Friday 09 Dec 2016

True Romance
Kinji Go

If you’re like me and have to endure the weekly chick flick with your girlfriend, you would definitely benefit from taking the time to rent “True Romance.”  You can fool her into thinking she is about to watch another monotonous love story, but in reality this film is quite the opposite.  If you’re brave enough to e risk fooling her, with the boring title, your reward is, arguably, the best screenplay by Quentin Tarantino that he did not direct.  “True Romance,” from beginning to end is jammed with thrilling crime scenes, passionate sex and a clever story line.  “True Romance” will leave you breathless and gripping your chair in suspense.

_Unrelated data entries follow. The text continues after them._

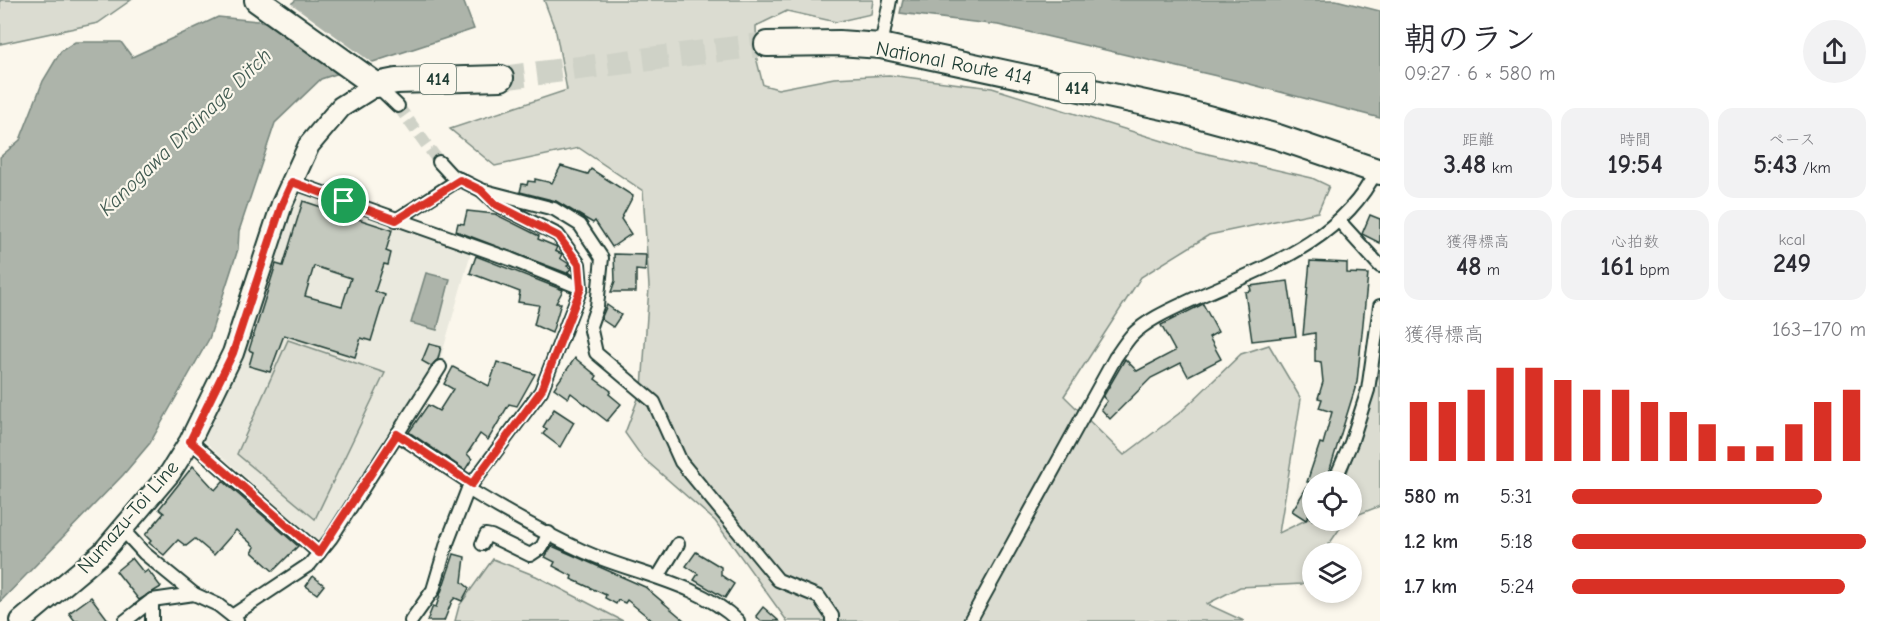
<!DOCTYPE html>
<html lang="ja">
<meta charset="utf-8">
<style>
:root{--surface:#fff;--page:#f2f2f3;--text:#2b2b33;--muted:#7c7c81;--accent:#d93025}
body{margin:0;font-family:"Comic Neue","Klee One",sans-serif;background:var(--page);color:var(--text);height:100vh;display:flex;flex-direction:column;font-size:22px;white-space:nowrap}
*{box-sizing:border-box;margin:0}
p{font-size:20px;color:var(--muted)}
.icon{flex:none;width:33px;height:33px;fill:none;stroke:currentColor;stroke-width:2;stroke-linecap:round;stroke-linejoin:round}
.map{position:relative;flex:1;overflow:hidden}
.drawer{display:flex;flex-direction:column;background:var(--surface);width:510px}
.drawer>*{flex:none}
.tools{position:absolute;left:1302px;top:471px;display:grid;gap:12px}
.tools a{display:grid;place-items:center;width:60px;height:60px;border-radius:50%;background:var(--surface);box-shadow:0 3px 9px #0003;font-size:30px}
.pin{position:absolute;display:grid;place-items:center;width:51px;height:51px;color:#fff;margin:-26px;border:3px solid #fff;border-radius:50%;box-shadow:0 2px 6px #0007}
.round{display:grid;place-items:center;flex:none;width:63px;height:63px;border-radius:32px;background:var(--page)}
.overview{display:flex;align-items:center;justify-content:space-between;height:102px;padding:0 24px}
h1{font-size:33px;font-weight:800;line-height:45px}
.stats{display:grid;grid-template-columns:repeat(3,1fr);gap:9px;height:102px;padding:6px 24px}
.stats div{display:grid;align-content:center;border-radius:15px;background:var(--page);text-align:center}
.stats b{font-size:26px;font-weight:800}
.stats small{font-size:16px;font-weight:400}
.stats p{font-size:16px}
.chart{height:168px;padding:12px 24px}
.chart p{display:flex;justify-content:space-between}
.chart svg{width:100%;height:108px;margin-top:6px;stroke:var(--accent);stroke-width:6}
ul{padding:0 24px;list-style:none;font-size:20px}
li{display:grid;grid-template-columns:96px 72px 1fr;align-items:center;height:45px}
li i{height:15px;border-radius:8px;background:var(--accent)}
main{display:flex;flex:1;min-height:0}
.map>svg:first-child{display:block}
.built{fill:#eae9de}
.green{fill:#dbdcd1;stroke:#7d8c82;stroke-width:1.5}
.water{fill:#adb4aa;stroke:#74847b;stroke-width:1.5}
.pier{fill:#fbf7ec}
.building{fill:#c4c9be;stroke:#1f3d34;stroke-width:1.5;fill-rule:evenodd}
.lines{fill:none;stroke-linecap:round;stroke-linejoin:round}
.street-tunnel{stroke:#cfd2c7;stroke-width:12;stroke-dasharray:12 6;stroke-linecap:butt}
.highway-tunnel{stroke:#cfd2c7;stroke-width:24;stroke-dasharray:24 12;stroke-linecap:butt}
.street-casing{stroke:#1f3d34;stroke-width:16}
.primary-casing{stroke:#1f3d34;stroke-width:24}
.highway-casing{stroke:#1f3d34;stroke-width:28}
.street{stroke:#fbf7ec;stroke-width:12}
.primary{stroke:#fbf7ec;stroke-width:20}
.highway{stroke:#fbf7ec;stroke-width:24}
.route-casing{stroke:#fff;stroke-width:12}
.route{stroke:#d93025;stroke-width:8}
.labels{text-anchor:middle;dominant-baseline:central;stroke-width:4.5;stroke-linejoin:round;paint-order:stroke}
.shield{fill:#fbf7ec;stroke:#61756b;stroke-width:1.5}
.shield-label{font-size:18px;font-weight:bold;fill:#1f3d34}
.street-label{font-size:20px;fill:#1f3d34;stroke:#fbf7ec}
.water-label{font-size:21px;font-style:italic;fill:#425b52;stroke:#fbf7ec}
</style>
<main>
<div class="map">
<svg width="1380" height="621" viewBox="0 0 1380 621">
<rect width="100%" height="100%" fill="#fbf7ec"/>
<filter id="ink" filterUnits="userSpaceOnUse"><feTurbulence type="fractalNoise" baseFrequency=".0167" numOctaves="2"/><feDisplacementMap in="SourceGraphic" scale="12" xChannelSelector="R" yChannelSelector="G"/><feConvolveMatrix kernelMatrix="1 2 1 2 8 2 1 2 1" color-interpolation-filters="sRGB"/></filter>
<g filter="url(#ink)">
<path class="built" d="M302 192 471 252 440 361 319 542 202 439 243 353 283 234Z"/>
<g class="green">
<path d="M0 0H131L98 23 0 44Z"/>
<path d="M544 0H873L871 14 836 22 787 11 756 26 757 61 763 85 778 89 834 78 889 75 992 88 1195 151 1312 178 1329 186 1318 212 1209 235 1141 277 1064 396 1124 455 1181 412 1241 354 1269 345 1301 399 1279 533 1312 517V520L1345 521 1323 553 1312 554V568L1302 584 1240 587 1207 604 1244 621H787L715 521 642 457 625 433 642 388 649 287 643 191 579 148 495 166 450 129 567 90 556 32Z"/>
<path d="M288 340 385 373 315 519 237 454Z"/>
<path d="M1380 371V506L1352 517V482H1344Z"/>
<path d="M493 559 536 576 623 621H455L459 606Z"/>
</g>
<g class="water">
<path d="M296 0H463L474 29 321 79 275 123 239 231 238 249 209 339 150 443 123 475 0 602V157L20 140 43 81 61 51 75 42H121L132 57 218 17 267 22Z"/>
<path d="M903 0H1336L1380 11V118L1238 81 998 25 900 13Z"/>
<path d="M426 273 450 279 437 330 411 323Z"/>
</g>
<path class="pier" d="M289 2 371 62 377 64 340 76 266 19Z"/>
<g class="building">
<path d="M561 166 588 174 591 169 633 196 621 219 631 234 612 247 595 221 593 223 556 201 520 192 522 184 527 185 528 181 535 182V179L552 183Z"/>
<path d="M303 201 392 230 386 251 391 253 388 265 384 264 375 291 385 295 371 341 361 338 355 357 284 335 270 372 249 366 253 352 249 350 276 264 283 266ZM314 266 351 278 342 306 305 296Z"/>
<path d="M467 211 495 214 539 236 538 239 557 247 555 251 562 254 560 258 569 264 567 266 571 268 568 272 572 275 456 231 458 223 464 224Z"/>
<path d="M1370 215 1380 219V243L1362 234Z"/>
<path d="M614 254 646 255 645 271 636 270V292H611L615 281Z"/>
<path d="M476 256 563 290 556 303H561L552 333 534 325 539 305 518 302 520 292 470 273Z"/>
<path d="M1310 261 1347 263V273L1368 274 1357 382 1330 469 1324 482H1312V510L1306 520 1292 511 1310 482H1307L1320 443 1323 444 1332 412 1319 408 1322 399 1318 398 1323 382 1321 362 1315 361V333L1303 335Z"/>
<path d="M1288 281 1296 336 1252 341 1245 292 1251 291 1250 286Z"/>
<path d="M1203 304 1218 332 1209 337 1221 359 1188 376 1181 363 1151 378 1110 419 1101 409 1107 401 1103 397 1125 359 1137 371 1175 351 1161 325Z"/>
<path d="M607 305 621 315 613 327 601 319Z"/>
<path d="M429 344 441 347 438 359 431 366 422 361Z"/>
<path d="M575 358 597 376 595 379 611 391 609 394 621 404 607 421 571 393 568 398 554 388Z"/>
<path d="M497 362 535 374 517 406 509 404 488 440 480 434 467 454 472 459 465 470 409 432 428 405 439 411 453 389 444 384 453 367 489 386Z"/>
<path d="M554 409 574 422 560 447 543 434 547 429 543 427Z"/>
<path d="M193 466 215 490 223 481 298 546 273 571 252 552 255 547 236 530 214 555 195 539 186 546 178 540 164 555 149 543 151 541 145 535 164 513 159 509Z"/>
<path d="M552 546 645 587 685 621H653L627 600 625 603 618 600 616 604 605 598 606 595 571 579 572 576 553 566 555 562 545 557Z"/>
<path d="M696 552 721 567V575L734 584 725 598 694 580 698 574 686 566Z"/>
<path d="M454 554 465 557 462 582 469 588 462 601 455 598 452 601 444 621H427L433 606 436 607Z"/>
<path d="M132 558 144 573 148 570 161 587 139 600 116 571Z"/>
<path d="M313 576 324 585 317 594 306 586Z"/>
<path d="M91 597 109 621H75L69 613Z"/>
<path d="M763 607 779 621H761L756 616Z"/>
</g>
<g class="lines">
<path class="street-tunnel" d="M398 106 439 162"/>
<path class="highway-tunnel" d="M501 78 767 44"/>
<defs>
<g id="street">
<path d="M881 46 890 0"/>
<path d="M376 85 398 106"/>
<path d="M292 182 510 259 581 288"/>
<path d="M481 190 554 209 580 225 602 258 597 306 590 326 596 353 654 402 681 462 778 580 819 597 832 616V621"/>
<path d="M396 220 460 179"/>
<path d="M1340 222 1380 266"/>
<path d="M397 434 472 484"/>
<path d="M190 441 319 553"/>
<path d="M1334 482 1351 443 1368 390 1380 306"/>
<path d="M468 489C506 512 545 534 585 552 635 574 697 582 738 621"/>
<path d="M122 529 144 553 194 594 218 605 237 620"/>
<path d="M482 544 486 535 491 536 530 555 542 547 549 533"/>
<path d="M658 577 678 544"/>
<path d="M232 616 310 564 331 538 440 367"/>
<path d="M125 621 152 600 194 594"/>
<path d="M152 621V600"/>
<path d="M411 621 433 590 447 543 468 489 541 391 581 288 579 264 558 235 496 204 481 190 451 175 439 162"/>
<path d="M970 621 1115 358C1120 351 1125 343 1131 336 1149 318 1175 308 1198 297 1265 267 1342 241 1376 171"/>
</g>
<path id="primary" d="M21 621 102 553 170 473 190 441 233 353 282 204 309 145 341 107 376 85"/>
<g id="highway">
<path d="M257 0 376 85 396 81 501 78"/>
<path d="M767 44 839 43 881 46 1182 111 1278 137 1380 172"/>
</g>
</defs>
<use href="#street" class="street-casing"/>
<use href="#primary" class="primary-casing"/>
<use href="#highway" class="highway-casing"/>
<use href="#street" class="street"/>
<use href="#primary" class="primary"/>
<use href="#highway" class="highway"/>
</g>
</g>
<g class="lines" filter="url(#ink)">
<defs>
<path id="route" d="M460 180 481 190 495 204 558 236 579 264 581 288 541 391 472 484 397 434 319 553 190 441 233 353 282 204 292 182 396 220Z"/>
</defs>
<use href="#route" class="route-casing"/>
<use href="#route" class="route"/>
</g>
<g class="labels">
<g class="shield">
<rect x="420" y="64" width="36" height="30" rx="4.5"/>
<rect x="1059" y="73" width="36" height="30" rx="4.5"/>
</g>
<g class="shield-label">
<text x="438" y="79">414</text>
<text x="1077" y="88">414</text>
</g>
<g class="street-label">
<text transform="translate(954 63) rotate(11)">National Route 414</text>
<text transform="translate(128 517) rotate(-49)">Numazu-Toi Line</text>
</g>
<g class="water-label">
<text transform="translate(185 132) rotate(-44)">Kanogawa Drainage Ditch</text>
</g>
</g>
</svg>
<div class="tools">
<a><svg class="icon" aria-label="locate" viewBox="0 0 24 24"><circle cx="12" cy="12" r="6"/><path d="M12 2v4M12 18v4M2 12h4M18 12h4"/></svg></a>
<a><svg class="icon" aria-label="layers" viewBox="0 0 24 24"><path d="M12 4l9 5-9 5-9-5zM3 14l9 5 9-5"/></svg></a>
</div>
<div class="pin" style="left:344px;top:201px;background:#1e9e55"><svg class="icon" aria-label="arrive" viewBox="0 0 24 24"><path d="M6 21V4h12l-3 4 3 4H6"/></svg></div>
</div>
<section class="drawer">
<div class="overview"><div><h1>朝のラン</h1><p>09:27 · 6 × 580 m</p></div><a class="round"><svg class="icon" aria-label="share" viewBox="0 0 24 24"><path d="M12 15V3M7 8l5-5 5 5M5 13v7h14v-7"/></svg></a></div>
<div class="stats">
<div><p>距離</p><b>3.48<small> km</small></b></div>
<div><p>時間</p><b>19:54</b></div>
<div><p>ペース</p><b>5:43<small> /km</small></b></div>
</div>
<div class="stats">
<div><p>獲得標高</p><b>48<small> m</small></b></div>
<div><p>心拍数</p><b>161<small> bpm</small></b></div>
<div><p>kcal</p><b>249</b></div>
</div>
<div class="chart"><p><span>獲得標高</span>163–170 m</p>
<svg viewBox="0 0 160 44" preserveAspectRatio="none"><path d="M5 44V20M15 44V20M25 44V15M35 44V6M45 44V6M55 44V11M65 44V15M75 44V15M85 44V20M95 44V24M105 44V29M115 44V38M125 44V38M135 44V29M145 44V20M155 44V15"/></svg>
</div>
<ul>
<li><b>580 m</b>5:31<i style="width:85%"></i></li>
<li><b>1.2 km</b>5:18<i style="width:100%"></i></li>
<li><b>1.7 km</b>5:24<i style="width:93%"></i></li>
</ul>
</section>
</main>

The film starts out like with the lonely character “Clarence Worley” played by Christian Slater, working his day job as a counter clerk at a video store.  Tony Scott, the director, makes it apparent, from the start, that Clarence is widely liked by all his friends, but remains a bit of a loner.  His friends plan to hire, secretly of course, a call girl for his birthday, to help break him out of his shell and have fun.  The setup takes place in the local movie theater where Clarence often goes to watch his favourite movie genre: Kung Fu.  “Alabama Whitman,” played by Patricia Arquette, plays a great roll in the movie.  She begins to spill popcorn all over Clarence who is in an empty movie theater and the romance begins.

After the movie, Clarence takes Alabama for pie, a nice joke, I guess, where they talk and he is able to seduce her back to his place.  You can tell the director is setting them up to fall in love, even though her job was only to have sex with him.  She starts to feel bad, staring at him as he sleeps. She decides to wake him up and tell him the truth.  Blind with love, Clarence forgives Alabama for her job and vows revenge on her pimp.  This is where the movie begins to make a climax and the violence ensues.

Clarence begins to make his way to the pimp’s hideout while Alabama stays safely at his home.  When Clarence arrives you can tell he is not prepared for what he is about to encounter.  The scrubby pimp welcomes him into his nasty house and they begin to converse about Alabama’s location.  Director Tony Scott wants you to believe throughout the movie that Clarence is not prepared or planning his next step.  Instead, I think Clarence did a fantastic job navigating his way to freedom and eventually filthy rich also.

If you enjoy crime thrillers this is a movie for you.  Since the movie is from 1993, take it as a warm up for the Tarantino movies that follow, such as “Reservoir Dogs” and “Pulp Fiction.” He sold the script to help fund future projects. I will always wonder how the movie would have turned out if Tarantino had full reigns.